For the first time, we showed that SP7 gene is expressed by osteoblastic cells in trabecular bone from human adults. Due to our sample preparation procedure, this suggests that SP7 is expressed in well-differentiated osteoblasts (bone lining cells and osteocytes), which is consistent with its described functions. But if it is well established that Sp7 is a key regulator of osteoblast differentiation, Sp7 function in bone metabolism is still controversial. Some recent studies conclude that Sp7 may play only a role in embryonic but not in adult stem cells [27]. Previous studies also failed to detect SP7 expression. Milona et al. did not observe SP7 expression in primary cultures of osteoblasts from adults. However, these cultured osteoblasts expressed RUNX2 and, as it is supposed by the authors themselves, loss of SP7 expression may result from partial de-differentiation in the in vitro culture conditions [18]. In the other study, probably because of low sensitivity, Gao et al. could not detect SP7 in adult tissue by Northern blot hybridisation with 1 μg of mRNA isolated from total bone [17]. But some recent results indicate that SP7 may play a role in mediating endochondral ossification during bone repair [19] and even that ex vivo gene therapy with SP7 is an useful approach in regenerating adult bone tissue [20]. Our results confirms the involvement of SP7 in bone physiology all lifelong. Moreover, we found that SP7 gene was also significantly over-expressed on osteoblastic cells from head injury-induced HO, compared to cells from control samples. These high levels of SP7, OC and COL1 mRNA are consistent with results obtained by Nakashima et al. [16].
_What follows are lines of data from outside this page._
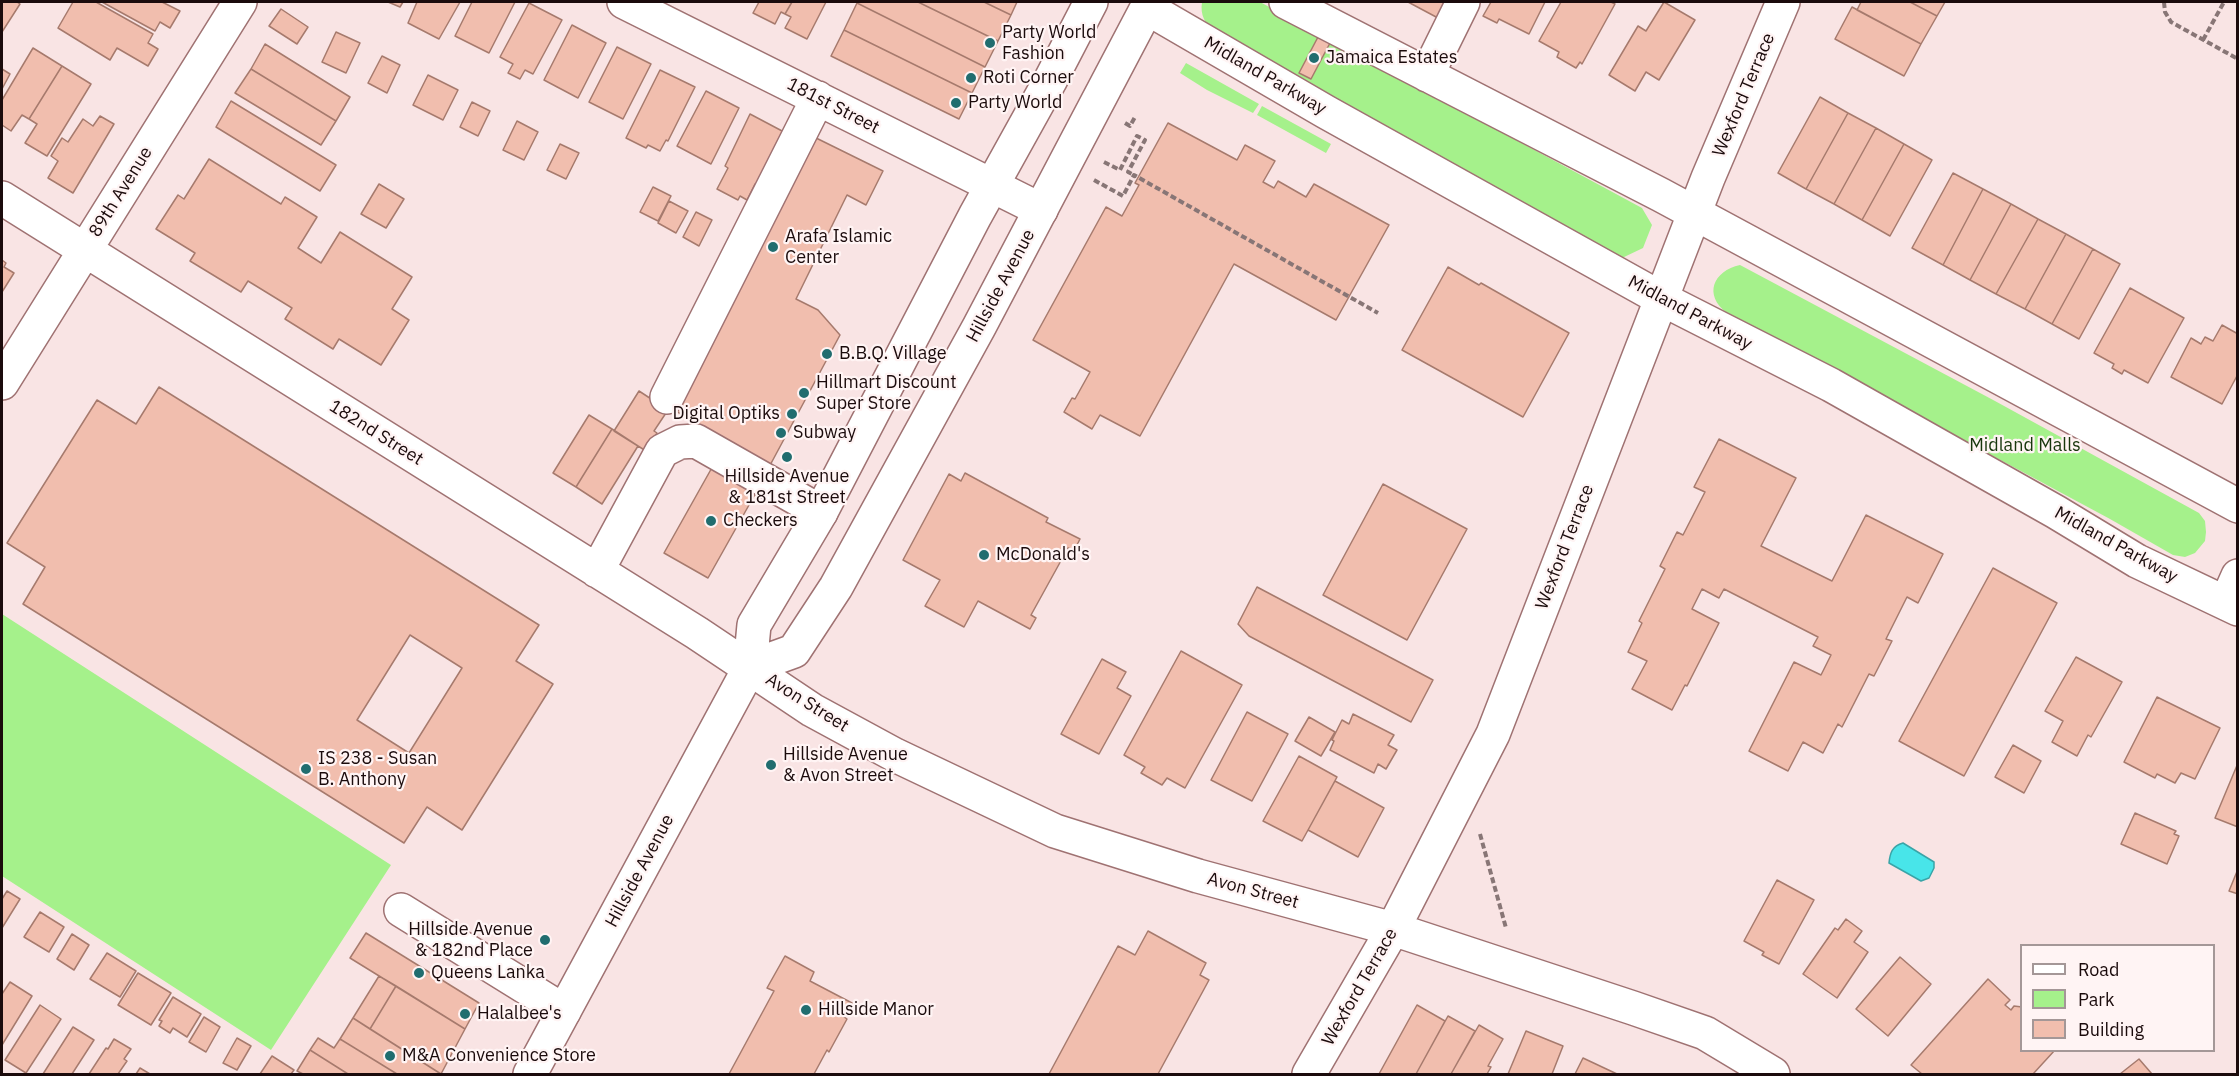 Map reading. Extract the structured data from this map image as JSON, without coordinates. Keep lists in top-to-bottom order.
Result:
{
  "streets": {
    "street": [
      "Midland Parkway",
      "Wexford Terrace",
      "181st Street",
      "89th Avenue",
      "Hillside Avenue",
      "182nd Street",
      "Avon Street"
    ]
  },
  "crossings": [
    ["Midland Parkway", "Wexford Terrace"],
    ["Midland Parkway", "Hillside Avenue"],
    ["Wexford Terrace", "Avon Street"],
    ["181st Street", "Hillside Avenue"],
    ["89th Avenue", "182nd Street"],
    ["Hillside Avenue", "182nd Street"],
    ["Hillside Avenue", "Avon Street"],
    ["182nd Street", "Avon Street"]
  ],
  "parks": ["Midland Malls"],
  "places": [
    "Party World Fashion",
    "Jamaica Estates",
    "Roti Corner",
    "Party World",
    "Arafa Islamic Center",
    "B.B.Q. Village",
    "Hillmart Discount Super Store",
    "Digital Optiks",
    "Subway",
    "Hillside Avenue & 181st Street",
    "Checkers",
    "McDonald's",
    "Hillside Avenue & Avon Street",
    "IS 238 - Susan B. Anthony",
    "Hillside Avenue & 182nd Place",
    "Queens Lanka",
    "Hillside Manor",
    "Halalbee's",
    "M&A Convenience Store"
  ],
  "legend": ["Road", "Park", "Building"]
}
Results obtained for each patient indicated considerable differences of mRNA level for the differentially expressed genes SP7 and VDR analysed in this study, but also RUNX2 and OC selected from the previous one [6]. This leads to the question of a possible coordinated action of these three transcription factors leading to very high levels of OC mRNA. The four genes’ mRNA levels were submitted to the Pearson product moment correlation test, for the two kinds of samples (Table 2). The only correlation found within the control samples was between OC and SP7. In HO samples, OC, RUNX2 and SP7 genes’ expressions appeared highly correlated all together. But we did not find any correlation for the VDR mRNA level. This could be explained in part by a preponderant role of RUNX2 and SP7 compared to VDR. The lack of obvious correlation in some cases is to be interpreted cautiously, but these results could indicate a major involvement of the SP7 transcription factor in OC expression. Interestingly, in an animal model of unloading, decreases of OC and SP7 levels have been reported and were also found correlated [28].

In conclusion, quantitative RT-PCR analysis allowed us to measure mRNA level for several genes, the expression of which would be very difficult to analyse otherwise in limited amount of human biopsies. Specific over-expression of RUNX2, SP7 and VDR and positive correlations determined between some of these genes suggest that in HO, the high level of OC mRNA could be preferentially due to at least one of these three transcription regulators or to an imbalance in their respective activities.